# 89 K1500 no brake lights, no hazard lights?



## Northman (Feb 6, 2005)

Yesterday I lost the brake lights and hazard lights dont come on when hazard button pushed in to my ole plow truck. No clicking sounds from hazard like it used to.

The turn signals still work and the both rear running lights still work.

Where do I start looking? Thanks.


----------



## 2COR517 (Oct 23, 2008)

Have you checked all the fuses? I can't remember if there is an underhood fuse box on the 89 or not. Sold mine three years ago.


----------



## Sydenstricker Landscaping (Dec 17, 2006)

Like 2COR517 said, check all the fuses, there isnt an underhood fuse panel on the 89 trucks, just the fuel pump relay center on the passenger side firewall. Also check the flasher unit in the fuse block, that could be an issue too. These trucks have those crazy circuit boards in the tail lights and they get all screwy when they get corroded. Check all the grounds back there as well. Make sure there isnt a blown bulb either


----------



## 2COR517 (Oct 23, 2008)

Do the turn signals work OK when the switch is on? If they do, the taillights are fine.


----------



## Northman (Feb 6, 2005)

Turn signals work. All rear lights work. Can here flasher clicking under dash when turn signal on. All fuses check out ok. 

Push in hazard no noise no blinking lights. No brake lights either.


----------



## 2COR517 (Oct 23, 2008)

Almost positive the stop circuit and hazard circuit are fed from the same fuse. If you have on or the other, it could be a flasher or brake switch, but it's not. Check your fuses. Even it the brake/hazard fuse looks OK, swap it out.


----------



## RAZOR (Dec 19, 2001)

The first thing I would check is the trailer plug (if you have one). I have had several that had corrosion in them and caused similar problems.
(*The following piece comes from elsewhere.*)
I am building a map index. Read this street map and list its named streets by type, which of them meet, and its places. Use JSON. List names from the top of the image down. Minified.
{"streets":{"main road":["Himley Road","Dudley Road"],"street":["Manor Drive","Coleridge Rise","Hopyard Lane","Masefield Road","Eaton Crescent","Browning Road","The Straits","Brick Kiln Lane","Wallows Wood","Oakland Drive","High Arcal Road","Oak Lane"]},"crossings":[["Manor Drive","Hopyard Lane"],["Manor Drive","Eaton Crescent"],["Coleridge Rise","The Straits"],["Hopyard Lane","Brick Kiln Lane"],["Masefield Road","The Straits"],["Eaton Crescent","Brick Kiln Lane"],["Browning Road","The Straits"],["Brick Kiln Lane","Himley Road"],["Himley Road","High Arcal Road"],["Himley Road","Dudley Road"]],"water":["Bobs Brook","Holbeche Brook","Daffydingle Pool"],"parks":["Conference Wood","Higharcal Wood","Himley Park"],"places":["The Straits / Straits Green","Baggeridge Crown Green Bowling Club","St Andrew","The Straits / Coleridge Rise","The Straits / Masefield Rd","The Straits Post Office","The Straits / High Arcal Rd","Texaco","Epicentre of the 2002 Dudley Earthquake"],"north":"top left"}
The multi switch was gone on my 95 and the lights would also do weird thing unless you wiggled the hazzard light switch. Yours might not have a multi switch so maybe this does not apply.


----------



## Northman (Feb 6, 2005)

It was raining, but I went at it. Pulled the turn signal flasher and what ever the one is to the right of it. Never did figure out where the hazard flasher was at.
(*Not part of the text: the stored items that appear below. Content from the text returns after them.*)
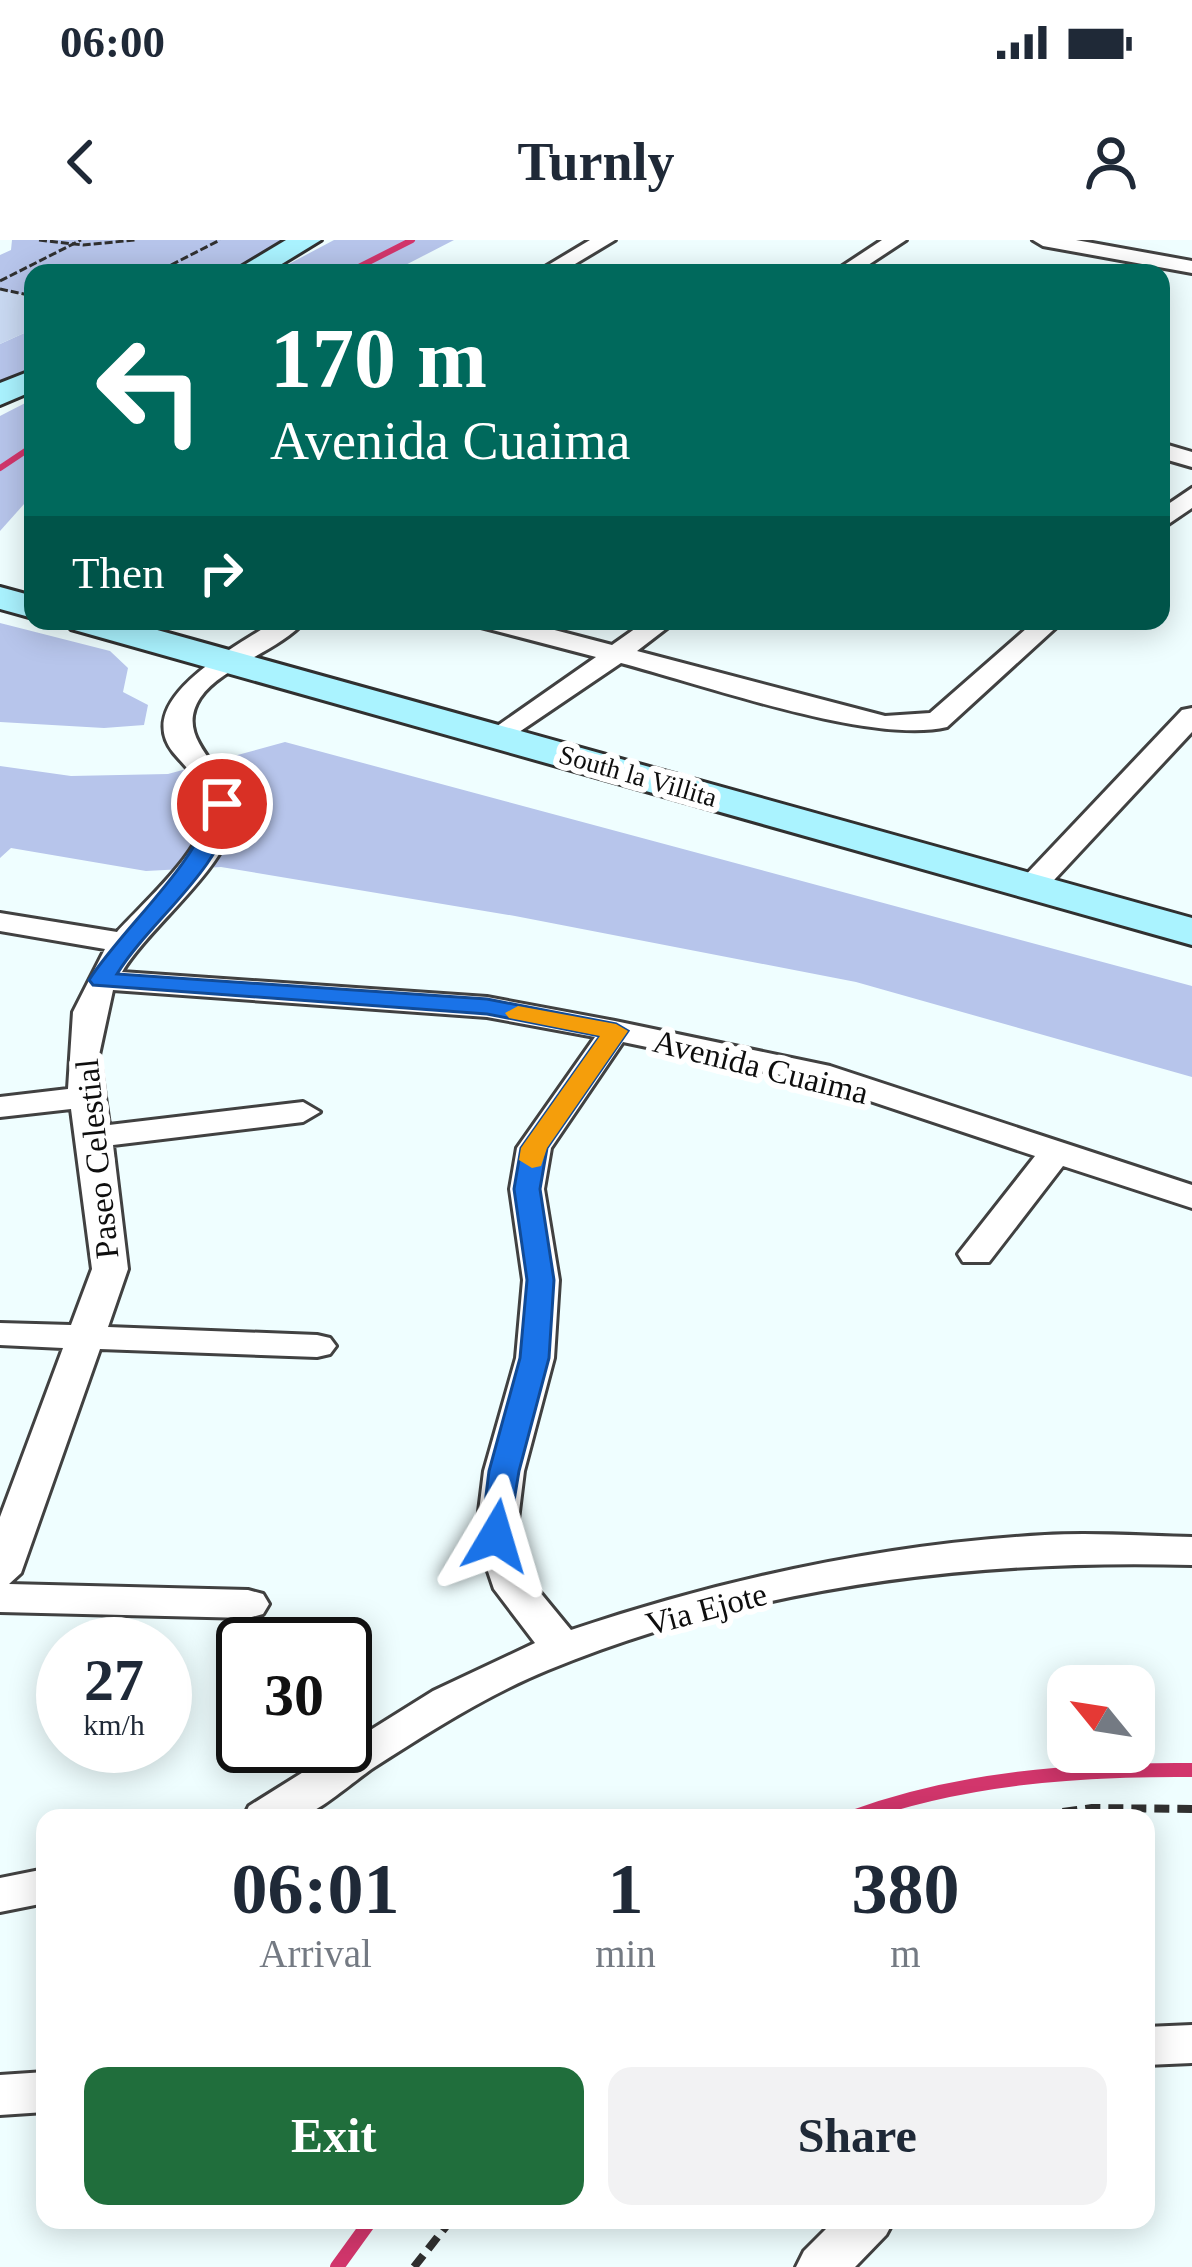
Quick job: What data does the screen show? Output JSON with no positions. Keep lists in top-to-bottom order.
{
  "streets": {
    "street": [
      "South la Villita",
      "Avenida Cuaima",
      "Paseo Celestial",
      "Via Ejote"
    ]
  },
  "crossings": [
    ["South la Villita", "Paseo Celestial"],
    ["Avenida Cuaima", "Paseo Celestial"]
  ],
  "north": "top left",
  "page": {
    "status": "06:00",
    "header": "Turnly",
    "turn": ["170 m", "Avenida Cuaima"],
    "then": "Then",
    "speed": "27 km/h",
    "limit": "30",
    "eta": [
      "06:01",
      "Arrival",
      "1",
      "min",
      "380",
      "m"
    ],
    "buttons": ["Exit", "Share"]
  }
}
But anyhow I took a tester and came across the STOP fuse not showing good. Pulled it looks good as last time I pulled it yesterday. Guess what all worked with a new fuse installed. So simple, Thanks for the prodding to check again.
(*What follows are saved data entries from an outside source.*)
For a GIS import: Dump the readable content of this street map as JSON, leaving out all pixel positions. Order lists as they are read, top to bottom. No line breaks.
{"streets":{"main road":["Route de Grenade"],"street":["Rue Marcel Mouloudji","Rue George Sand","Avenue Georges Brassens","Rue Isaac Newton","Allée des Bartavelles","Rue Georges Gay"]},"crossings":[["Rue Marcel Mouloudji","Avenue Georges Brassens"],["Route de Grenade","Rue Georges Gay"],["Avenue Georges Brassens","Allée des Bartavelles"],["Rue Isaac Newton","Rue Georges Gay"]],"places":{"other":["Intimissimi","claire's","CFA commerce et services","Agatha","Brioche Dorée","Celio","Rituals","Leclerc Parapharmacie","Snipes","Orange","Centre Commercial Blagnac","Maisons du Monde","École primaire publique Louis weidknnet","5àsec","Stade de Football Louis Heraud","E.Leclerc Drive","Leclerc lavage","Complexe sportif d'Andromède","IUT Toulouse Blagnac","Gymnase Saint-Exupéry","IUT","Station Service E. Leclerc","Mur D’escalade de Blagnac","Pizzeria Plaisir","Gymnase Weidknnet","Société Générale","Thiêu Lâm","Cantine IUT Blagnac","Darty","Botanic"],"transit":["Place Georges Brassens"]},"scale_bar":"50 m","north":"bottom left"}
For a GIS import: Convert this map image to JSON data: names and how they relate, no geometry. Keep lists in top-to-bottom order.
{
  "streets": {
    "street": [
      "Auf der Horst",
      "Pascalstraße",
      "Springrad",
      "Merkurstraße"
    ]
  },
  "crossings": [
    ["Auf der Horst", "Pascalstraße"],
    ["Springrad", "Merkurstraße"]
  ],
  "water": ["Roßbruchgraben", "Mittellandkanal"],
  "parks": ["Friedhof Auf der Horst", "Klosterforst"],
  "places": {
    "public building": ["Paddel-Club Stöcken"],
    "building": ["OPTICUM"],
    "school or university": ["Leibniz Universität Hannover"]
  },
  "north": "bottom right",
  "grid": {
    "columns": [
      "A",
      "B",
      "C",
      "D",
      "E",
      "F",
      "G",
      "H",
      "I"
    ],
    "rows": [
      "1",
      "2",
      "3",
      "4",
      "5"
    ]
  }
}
So where is the hazard flasher, I can hear it under the dash, but couldnt find it after fix.
What is the BRAKE fuse and then the STOP fuse differences?

Thanks guys again.


----------



## Snowzilla (Oct 24, 2009)

I would remove your rear tail lights and inspect the circuit boards that hold the light bulbs for any electrical fungus. Sometime I have just wiggled a bulb to get a turn signal working. If you think these may be the culrprit I have found them in the Help! section of Advanced Auto for $30/set.


----------